- [WORK TO BE COMPLETED]: Would you copy each line of the records that includes the word "items"?

START ENTRIES PROVIDED

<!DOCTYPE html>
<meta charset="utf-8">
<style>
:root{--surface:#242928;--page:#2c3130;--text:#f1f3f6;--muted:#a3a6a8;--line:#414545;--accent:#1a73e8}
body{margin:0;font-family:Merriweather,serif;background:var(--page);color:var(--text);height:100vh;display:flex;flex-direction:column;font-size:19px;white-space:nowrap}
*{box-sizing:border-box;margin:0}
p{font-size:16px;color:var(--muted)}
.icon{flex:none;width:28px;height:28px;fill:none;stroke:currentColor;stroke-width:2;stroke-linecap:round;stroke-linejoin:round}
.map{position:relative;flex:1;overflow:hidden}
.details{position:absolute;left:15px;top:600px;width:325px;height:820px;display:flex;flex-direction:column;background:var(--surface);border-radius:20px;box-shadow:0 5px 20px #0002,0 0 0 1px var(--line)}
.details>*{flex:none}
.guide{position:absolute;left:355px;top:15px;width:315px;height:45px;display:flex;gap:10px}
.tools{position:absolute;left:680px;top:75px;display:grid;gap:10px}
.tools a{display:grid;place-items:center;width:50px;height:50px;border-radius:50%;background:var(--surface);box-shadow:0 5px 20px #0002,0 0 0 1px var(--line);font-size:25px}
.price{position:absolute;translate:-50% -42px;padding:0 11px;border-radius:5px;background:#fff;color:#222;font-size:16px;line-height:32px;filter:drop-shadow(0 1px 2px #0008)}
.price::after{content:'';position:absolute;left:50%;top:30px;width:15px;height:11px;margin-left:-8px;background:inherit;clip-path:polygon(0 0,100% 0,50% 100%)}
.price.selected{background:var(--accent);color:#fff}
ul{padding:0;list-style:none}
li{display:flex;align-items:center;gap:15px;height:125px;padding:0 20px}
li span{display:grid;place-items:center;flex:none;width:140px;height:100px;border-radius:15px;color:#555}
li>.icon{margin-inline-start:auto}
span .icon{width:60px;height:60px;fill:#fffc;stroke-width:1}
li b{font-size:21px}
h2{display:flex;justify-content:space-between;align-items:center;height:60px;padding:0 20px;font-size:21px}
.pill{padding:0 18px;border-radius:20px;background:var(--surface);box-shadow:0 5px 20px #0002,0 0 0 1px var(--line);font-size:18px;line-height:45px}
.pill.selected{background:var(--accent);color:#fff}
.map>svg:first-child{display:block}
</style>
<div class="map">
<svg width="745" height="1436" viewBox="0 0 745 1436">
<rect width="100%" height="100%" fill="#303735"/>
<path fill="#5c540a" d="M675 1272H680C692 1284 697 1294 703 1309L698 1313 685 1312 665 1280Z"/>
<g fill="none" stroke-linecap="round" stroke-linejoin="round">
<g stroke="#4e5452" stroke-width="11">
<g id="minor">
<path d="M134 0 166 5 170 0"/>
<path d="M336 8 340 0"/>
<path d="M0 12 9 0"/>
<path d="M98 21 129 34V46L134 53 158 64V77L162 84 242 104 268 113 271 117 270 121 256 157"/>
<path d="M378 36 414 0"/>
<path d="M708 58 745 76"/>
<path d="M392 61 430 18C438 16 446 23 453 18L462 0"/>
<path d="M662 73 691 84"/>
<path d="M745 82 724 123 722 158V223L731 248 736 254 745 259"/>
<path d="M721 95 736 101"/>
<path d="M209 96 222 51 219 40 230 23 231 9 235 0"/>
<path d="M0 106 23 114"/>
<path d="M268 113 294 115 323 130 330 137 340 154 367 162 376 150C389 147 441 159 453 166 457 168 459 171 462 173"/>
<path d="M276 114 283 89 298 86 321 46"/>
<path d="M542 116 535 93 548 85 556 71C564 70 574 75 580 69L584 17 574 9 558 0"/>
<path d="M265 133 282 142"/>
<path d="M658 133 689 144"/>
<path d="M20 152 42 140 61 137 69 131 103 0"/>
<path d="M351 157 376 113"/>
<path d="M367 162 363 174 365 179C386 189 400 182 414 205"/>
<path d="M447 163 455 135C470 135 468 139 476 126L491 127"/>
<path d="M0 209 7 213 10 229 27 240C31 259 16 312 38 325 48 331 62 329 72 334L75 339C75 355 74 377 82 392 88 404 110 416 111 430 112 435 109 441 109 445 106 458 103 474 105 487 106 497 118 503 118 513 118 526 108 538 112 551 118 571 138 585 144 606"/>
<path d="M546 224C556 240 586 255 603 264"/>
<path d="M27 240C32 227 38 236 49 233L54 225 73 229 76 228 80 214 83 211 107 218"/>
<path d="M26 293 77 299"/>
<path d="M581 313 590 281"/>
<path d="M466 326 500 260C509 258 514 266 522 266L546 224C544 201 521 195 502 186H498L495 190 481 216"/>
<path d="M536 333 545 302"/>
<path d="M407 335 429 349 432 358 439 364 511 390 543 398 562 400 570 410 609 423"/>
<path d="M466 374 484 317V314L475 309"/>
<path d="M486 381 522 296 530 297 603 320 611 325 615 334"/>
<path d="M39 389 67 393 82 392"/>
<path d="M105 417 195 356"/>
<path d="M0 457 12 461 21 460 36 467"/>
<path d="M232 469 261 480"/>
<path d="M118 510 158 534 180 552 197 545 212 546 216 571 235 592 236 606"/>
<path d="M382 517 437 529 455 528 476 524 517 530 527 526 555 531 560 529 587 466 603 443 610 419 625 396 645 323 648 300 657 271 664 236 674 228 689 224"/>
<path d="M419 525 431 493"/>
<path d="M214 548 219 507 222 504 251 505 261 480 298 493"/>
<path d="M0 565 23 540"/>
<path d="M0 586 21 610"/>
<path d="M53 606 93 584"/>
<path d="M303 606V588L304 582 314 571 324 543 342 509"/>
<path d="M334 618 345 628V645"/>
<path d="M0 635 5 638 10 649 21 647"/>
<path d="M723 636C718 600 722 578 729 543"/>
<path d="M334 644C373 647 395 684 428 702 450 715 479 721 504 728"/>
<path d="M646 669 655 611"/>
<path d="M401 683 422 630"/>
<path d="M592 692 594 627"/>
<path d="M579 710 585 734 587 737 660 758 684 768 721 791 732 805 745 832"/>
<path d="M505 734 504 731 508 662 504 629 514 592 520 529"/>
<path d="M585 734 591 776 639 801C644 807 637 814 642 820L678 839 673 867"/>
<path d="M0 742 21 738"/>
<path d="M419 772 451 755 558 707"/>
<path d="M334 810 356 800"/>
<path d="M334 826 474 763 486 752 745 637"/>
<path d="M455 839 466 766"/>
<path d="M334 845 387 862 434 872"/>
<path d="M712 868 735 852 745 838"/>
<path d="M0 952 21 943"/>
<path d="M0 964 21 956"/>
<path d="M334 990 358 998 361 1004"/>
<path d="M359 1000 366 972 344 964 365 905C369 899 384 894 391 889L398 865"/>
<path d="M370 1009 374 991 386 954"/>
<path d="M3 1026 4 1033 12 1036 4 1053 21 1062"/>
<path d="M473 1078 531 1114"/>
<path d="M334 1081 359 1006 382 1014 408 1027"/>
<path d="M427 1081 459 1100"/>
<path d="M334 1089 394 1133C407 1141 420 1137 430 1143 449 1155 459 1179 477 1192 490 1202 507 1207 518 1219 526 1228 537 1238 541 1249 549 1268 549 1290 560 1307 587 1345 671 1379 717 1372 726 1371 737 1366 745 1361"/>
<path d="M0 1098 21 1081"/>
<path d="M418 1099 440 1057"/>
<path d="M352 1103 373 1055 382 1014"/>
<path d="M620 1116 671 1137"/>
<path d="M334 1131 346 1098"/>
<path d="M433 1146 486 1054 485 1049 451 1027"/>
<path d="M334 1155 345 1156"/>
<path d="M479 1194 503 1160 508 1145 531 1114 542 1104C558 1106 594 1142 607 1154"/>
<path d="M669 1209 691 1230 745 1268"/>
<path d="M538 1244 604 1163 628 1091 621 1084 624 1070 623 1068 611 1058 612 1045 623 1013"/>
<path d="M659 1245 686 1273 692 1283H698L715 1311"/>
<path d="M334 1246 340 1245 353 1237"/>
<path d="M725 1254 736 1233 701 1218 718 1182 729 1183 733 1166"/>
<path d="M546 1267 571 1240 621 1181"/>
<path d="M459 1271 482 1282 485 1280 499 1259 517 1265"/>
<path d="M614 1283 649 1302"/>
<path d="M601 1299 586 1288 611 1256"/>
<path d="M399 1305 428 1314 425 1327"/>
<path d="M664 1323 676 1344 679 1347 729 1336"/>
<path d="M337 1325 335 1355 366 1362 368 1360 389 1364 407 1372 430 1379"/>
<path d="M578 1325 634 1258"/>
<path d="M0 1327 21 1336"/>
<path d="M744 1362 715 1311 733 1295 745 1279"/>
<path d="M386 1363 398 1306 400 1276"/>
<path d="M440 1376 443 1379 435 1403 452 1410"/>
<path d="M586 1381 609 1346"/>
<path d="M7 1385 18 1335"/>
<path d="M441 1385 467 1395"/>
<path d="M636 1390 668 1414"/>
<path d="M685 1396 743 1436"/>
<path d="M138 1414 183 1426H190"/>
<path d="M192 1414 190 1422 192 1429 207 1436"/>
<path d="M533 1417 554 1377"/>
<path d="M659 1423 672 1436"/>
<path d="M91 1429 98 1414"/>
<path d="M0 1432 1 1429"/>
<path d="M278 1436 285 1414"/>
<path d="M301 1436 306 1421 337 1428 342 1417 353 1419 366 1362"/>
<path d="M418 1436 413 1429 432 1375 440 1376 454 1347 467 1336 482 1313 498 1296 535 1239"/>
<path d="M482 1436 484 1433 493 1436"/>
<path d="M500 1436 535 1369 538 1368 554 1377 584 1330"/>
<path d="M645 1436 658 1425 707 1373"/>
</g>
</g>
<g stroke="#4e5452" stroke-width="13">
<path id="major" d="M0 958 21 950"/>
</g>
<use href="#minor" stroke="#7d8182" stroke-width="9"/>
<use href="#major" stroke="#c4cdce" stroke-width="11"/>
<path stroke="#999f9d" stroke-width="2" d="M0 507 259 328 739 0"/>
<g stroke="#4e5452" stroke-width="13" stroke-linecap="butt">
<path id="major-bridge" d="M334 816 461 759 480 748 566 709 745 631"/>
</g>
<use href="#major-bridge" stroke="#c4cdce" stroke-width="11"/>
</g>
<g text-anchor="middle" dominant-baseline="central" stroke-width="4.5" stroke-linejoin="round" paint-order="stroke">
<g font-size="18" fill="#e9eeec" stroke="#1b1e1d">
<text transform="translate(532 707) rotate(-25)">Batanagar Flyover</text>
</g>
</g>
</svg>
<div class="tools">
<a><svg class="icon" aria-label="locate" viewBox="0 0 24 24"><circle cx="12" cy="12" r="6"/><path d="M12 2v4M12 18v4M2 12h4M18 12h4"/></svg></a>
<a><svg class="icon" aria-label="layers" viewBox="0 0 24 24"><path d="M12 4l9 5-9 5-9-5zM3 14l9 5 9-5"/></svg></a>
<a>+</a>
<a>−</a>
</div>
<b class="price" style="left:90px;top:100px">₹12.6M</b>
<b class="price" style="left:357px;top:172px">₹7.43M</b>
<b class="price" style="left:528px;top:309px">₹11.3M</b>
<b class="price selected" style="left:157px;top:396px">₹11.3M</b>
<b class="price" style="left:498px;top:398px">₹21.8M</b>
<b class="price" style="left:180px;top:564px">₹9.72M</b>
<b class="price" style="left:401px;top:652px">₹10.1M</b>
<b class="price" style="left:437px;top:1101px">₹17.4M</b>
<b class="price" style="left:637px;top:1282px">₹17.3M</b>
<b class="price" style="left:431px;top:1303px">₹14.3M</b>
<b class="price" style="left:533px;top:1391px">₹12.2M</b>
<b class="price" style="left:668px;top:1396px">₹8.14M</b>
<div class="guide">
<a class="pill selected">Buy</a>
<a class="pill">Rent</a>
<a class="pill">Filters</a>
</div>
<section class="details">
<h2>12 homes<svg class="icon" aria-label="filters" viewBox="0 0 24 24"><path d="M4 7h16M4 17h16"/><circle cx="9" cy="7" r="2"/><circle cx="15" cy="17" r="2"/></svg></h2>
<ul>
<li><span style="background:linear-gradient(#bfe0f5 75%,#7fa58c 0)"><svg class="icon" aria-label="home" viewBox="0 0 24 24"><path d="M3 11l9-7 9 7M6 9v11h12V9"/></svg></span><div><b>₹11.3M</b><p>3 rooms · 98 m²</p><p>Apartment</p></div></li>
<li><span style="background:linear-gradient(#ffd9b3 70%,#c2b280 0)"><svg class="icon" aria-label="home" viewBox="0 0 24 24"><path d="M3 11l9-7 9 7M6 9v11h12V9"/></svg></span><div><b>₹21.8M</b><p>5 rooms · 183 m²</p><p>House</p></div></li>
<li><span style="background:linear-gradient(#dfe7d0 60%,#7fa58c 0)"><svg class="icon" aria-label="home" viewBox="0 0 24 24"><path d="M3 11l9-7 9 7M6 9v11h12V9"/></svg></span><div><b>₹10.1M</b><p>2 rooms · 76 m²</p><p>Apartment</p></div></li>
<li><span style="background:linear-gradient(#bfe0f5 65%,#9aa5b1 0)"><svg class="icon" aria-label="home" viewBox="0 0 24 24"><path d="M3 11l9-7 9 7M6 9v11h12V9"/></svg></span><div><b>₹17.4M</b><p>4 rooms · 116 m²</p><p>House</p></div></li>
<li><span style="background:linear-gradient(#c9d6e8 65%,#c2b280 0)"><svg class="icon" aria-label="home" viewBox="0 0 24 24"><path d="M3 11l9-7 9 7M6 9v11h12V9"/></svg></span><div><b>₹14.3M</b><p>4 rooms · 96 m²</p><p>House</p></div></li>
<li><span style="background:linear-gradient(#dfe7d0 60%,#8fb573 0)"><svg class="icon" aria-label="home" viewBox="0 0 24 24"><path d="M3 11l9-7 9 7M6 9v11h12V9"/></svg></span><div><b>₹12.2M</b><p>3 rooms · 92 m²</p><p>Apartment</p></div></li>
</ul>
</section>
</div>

END ENTRIES PROVIDED

- [WRITTEN SOLUTION]:
.tools a{display:grid;place-items:center;width:50px;height:50px;border-radius:50%;background:var(--surface);box-shadow:0 5px 20px #0002,0 0 0 1px var(--line);font-size:25px}
li{display:flex;align-items:center;gap:15px;height:125px;padding:0 20px}
li span{display:grid;place-items:center;flex:none;width:140px;height:100px;border-radius:15px;color:#555}
h2{display:flex;justify-content:space-between;align-items:center;height:60px;padding:0 20px;font-size:21px}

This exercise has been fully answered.